Price vs. Sexton: Why is David still fighting this level of opposition?

By Boxing News - 11/14/2012 - Comments

Image: Price vs. Sexton: Why is David still fighting this level of opposition?By Scott Gilfoid: A former 2008 Olympic heavyweight bronze medalist for Great Britain and now on the verge of turning 30, British heavyweight champion David Price (14-0, 12 KO’s) is scheduled to fight 45-year-old Matt Skelton (28-6, 23 KO’s) on November 30th at the Aintree Equestrian Centre, in Liverpool, Merseyside, United Kingdom. The question here is why is a fighter as old as the 6’8″ Price still fighting guys like Skelton?

I mean, shouldn’t Price have started moving up to face better opposition than this? He’s not like Deontay Wilder, who is younger than him and with much less amateur experience. Wilder has an excuse for fighting weak opposition, but Price doesn’t. He had a long amateur career and he’s older than Wilder by close to three years.

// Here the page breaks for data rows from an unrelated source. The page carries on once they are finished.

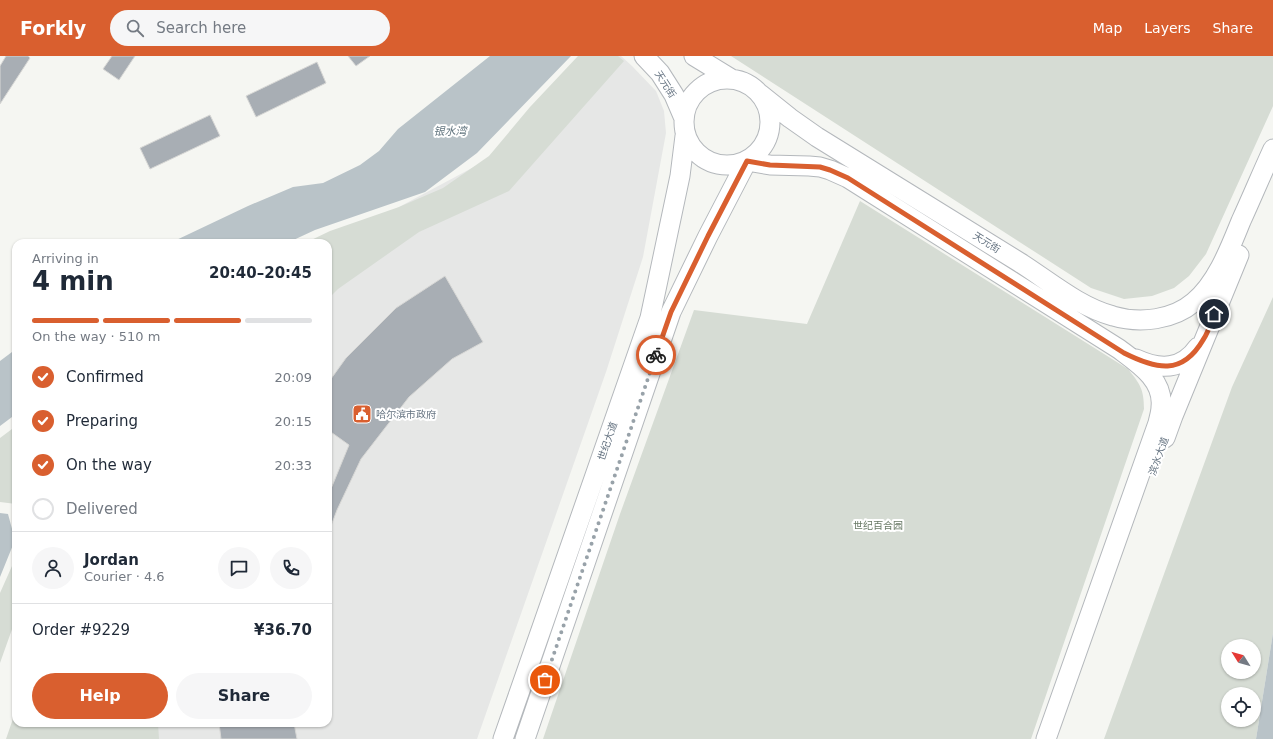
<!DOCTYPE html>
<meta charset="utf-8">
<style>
body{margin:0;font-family:"DejaVu Sans","Noto Sans SC",sans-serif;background:#f6f6f7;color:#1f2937;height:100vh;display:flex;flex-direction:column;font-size:15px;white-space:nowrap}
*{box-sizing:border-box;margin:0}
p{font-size:13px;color:#747a83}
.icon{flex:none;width:22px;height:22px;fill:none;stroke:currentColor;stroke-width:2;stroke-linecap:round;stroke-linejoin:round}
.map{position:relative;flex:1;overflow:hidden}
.side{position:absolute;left:12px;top:183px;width:320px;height:488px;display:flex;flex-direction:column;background:#fff;border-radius:12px;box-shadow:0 1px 3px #0004}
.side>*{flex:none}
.needle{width:26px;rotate:307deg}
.tools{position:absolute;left:1221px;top:583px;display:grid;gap:8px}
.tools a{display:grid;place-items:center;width:40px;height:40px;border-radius:50%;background:#fff;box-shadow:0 1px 3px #0004;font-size:20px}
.pin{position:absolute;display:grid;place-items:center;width:34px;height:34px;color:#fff;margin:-17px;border:2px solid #fff;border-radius:50%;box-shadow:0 1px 4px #0007}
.courier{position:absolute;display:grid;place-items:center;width:40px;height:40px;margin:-20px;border:3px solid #d95f2f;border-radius:50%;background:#fff;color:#222;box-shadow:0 1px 5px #0007}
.summary em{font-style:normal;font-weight:600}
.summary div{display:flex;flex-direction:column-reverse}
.summary{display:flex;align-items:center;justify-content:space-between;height:68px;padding:0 20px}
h1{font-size:26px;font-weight:600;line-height:30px}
.bar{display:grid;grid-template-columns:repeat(4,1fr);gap:6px 4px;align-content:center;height:48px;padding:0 20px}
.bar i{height:5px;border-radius:3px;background:#e0e1e3}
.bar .on{background:#d95f2f}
.bar p{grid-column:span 4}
.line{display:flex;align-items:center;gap:10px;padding:0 20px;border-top:1px solid #e0e1e3}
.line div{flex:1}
.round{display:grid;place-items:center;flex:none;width:42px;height:42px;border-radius:21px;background:#f6f6f7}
ol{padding:0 20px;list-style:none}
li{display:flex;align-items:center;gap:12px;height:44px}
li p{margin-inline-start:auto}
li .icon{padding:4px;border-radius:50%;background:#d95f2f;color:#fff;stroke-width:4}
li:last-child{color:#747a83}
li i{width:22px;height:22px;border:2px solid #e0e1e3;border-radius:50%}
.cta{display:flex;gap:8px;margin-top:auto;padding:8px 20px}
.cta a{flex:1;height:46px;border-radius:24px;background:#d95f2f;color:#fff;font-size:16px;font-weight:600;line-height:46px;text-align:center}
.cta a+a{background:#f6f6f7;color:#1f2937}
header{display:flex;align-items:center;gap:24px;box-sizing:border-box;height:56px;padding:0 20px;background:#d95f2f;color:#fff}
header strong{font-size:19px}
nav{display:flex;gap:22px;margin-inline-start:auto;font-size:14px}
.search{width:280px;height:36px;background:#f6f6f7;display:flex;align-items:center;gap:10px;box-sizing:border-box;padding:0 14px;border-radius:22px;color:#747a83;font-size:15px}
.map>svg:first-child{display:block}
.built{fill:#e6e7e6}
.green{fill:#d6dcd4;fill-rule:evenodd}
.water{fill:#b9c3c8}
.building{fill:#a8aeb4;stroke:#d7d7d5}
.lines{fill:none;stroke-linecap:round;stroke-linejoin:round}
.major-casing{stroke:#b4b8bc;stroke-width:21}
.major{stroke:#fff;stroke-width:19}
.done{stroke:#98a2a9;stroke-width:4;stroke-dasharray:0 7.2}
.route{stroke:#d95f2f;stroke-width:5}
.labels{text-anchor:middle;stroke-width:4;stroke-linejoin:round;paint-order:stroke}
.street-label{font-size:10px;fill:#667482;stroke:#fff}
.poi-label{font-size:10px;fill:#667482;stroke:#fff;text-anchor:start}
.park-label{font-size:10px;fill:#687965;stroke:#fff}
.water-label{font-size:11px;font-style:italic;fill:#62757f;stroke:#fff}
</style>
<header>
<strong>Forkly</strong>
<div class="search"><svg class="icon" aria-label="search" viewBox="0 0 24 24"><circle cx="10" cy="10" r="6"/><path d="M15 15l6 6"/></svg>Search here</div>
<nav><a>Map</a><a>Layers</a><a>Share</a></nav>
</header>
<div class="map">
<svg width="1273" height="683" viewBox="0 0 1273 683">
<rect width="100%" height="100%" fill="#f5f6f2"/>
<path class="built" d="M581,0h40l11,10 24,25 8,20 2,22 -23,124 -37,115 -129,367h-470l9,-16h312v-478l157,-84z"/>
<path class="green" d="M578,0h40l6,5 -115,130 -90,41 -81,57 -10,10v-56h-23l25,-12 69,-24 44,-19 46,-32 41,-49z
M731,0h542v50l-67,148 -17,22 -15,12 -22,8 -28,3 -33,-11z
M860,145l268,168c12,15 16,20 16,40l-113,330h-488l77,-225 74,-204 113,14z
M1273,241v336l-17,106h-152l128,-352zM1228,590h26v26h-26zM1228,638h26v26h-26z
M16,370v78l-16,-2v-64z
M16,501v61l-16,45v-70z
M16,654v13h142l1,16h-153z"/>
<path class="water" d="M490,0h81l-94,97 -52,39 -110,38 -28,13h-117l78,-37 45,-19 30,-4 37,-18 19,-14 19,-22z
M16,293v65l-16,12v-65z
M0,457l8,1 7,26 -15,37z
M1273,577v106h-17z"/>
<path class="building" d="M6,0h22l2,2 -30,46v-38z
M112,0h23l-16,24 -16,-11z
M348,0h22l-14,10z
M317,6l9,21 -70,34 -10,-21z
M210,59l10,21 -70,33 -10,-21z
M445,220l38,66 -31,17 -43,38 -48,62 -24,51 -9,24v-38l21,-51 -21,-15v-47l18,-25 50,-50z
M219,667h75l3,16h-76z"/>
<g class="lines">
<defs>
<path id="major" d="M644,0l16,17 14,22 9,21
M694,0l36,22
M684 66a43 43 0 1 1 86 0a43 43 0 1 1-86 0Z
M760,38l30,24 27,19c67,42 135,83 202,125 30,19 60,45 94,54 27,8 60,4 81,-14 23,-19 36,-54 47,-81 11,-24 21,-48 32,-72
M1136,303c24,11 46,11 62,-12
M1165,382l8,-22 66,-161
M503,683l147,-421 30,-142 5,-40
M525,683l146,-427 37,-76 39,-75 23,4 39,1 11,1 10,3 18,8 271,171c20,15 45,31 42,58 0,5 -2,11 -3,16l-112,316"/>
</defs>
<use href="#major" class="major-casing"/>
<use href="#major" class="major"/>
</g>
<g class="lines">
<path class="done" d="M545,624l111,-325"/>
<path class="route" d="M656,299l15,-43 37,-76 39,-75 23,4 50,2 10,3 18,8 276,175c32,16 58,23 79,-13 5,-7 8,-17 11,-26"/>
</g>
<defs>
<symbol id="civic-square" viewBox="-11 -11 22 22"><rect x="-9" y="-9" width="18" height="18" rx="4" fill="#d95f2f" stroke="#fff"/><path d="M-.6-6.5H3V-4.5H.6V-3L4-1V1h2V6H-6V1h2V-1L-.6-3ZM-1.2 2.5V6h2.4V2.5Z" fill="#fff"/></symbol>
</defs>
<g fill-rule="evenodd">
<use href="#civic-square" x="351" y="347" width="22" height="22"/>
</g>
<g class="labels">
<g class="street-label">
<text transform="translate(666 28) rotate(57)" y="4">天元街</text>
<text transform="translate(987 186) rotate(32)" y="4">天元街</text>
<text transform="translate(607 385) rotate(-71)" y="4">世纪大道</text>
<text transform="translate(1158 400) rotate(-70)" y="4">滨水大道</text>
</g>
<g class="poi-label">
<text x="376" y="362">哈尔滨市政府</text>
</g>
<g class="park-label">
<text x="878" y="473">世纪百合园</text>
</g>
<g class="water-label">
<text x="450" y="79">银水湾</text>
</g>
</g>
</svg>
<div class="tools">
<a><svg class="needle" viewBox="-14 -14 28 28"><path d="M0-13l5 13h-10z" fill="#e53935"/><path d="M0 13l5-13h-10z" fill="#747a83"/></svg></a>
<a><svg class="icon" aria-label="locate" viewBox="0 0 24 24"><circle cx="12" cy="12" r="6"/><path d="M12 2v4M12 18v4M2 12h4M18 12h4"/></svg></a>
</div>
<div class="pin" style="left:545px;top:624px;background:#ea580c"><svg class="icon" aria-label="bag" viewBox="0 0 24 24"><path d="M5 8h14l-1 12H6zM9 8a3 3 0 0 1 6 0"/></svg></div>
<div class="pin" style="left:1214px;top:258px;background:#1f2937"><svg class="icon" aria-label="home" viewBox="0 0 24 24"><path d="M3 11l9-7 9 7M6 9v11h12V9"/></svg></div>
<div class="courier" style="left:656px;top:299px"><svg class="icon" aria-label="bike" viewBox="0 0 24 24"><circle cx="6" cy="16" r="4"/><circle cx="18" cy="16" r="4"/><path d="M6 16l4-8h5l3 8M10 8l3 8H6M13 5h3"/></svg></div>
<section class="side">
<div class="summary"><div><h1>4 min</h1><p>Arriving in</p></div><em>20:40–20:45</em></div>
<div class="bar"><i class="on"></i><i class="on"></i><i class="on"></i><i></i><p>On the way · 510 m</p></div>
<ol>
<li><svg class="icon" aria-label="check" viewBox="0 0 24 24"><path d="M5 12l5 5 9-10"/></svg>Confirmed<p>20:09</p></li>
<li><svg class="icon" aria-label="check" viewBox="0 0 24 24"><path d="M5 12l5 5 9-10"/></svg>Preparing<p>20:15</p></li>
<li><svg class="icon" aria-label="check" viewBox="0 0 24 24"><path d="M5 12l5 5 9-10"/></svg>On the way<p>20:33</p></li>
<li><i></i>Delivered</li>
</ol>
<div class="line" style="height:72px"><a class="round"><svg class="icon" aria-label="person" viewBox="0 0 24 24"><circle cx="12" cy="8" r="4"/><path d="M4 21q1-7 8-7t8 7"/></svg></a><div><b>Jordan</b><p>Courier · 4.6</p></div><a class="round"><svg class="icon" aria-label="chat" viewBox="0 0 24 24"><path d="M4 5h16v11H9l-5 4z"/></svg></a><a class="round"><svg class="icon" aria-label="phone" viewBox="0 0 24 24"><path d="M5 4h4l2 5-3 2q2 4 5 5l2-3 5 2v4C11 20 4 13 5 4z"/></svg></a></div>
<div class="line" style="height:52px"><div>Order #9229</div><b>¥36.70</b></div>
<div class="cta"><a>Help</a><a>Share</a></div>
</section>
</div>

In Price’s last fight he fought 40-year-old Audley Harrison in a fight that really gave Price nothing. He went and knocked Harrison out in the 1st round, and that was something that was predicated by a lot of boxing fans. They knew that Harrison would be lucky to make it out of the 1st round, and yet Price took the fight.

These aren’t fights where he can get anything out of them because the good heavyweights aren’t going to just stand there frozen the way that Harrison was. The good heavyweights can take a punch, and return fire. Price already has serious questions about his chin. What’s going to happen when he faces someone that throws punches back at him? If all Price is fighting are old guys like Harrison and Skelton then how can he expect to improve?

Price should have been fighting contenders a long time ago, and yet here he is still fighting guys like Skelton. It’s pretty sad if you ask me.

There’s rumors that Price will look to fight Richard Towers after this fight. Towers is another domestic level fighters. That’ll take Price close to his 30th birthday and there’s no telling how many more times he’ll chose to defend his British strap.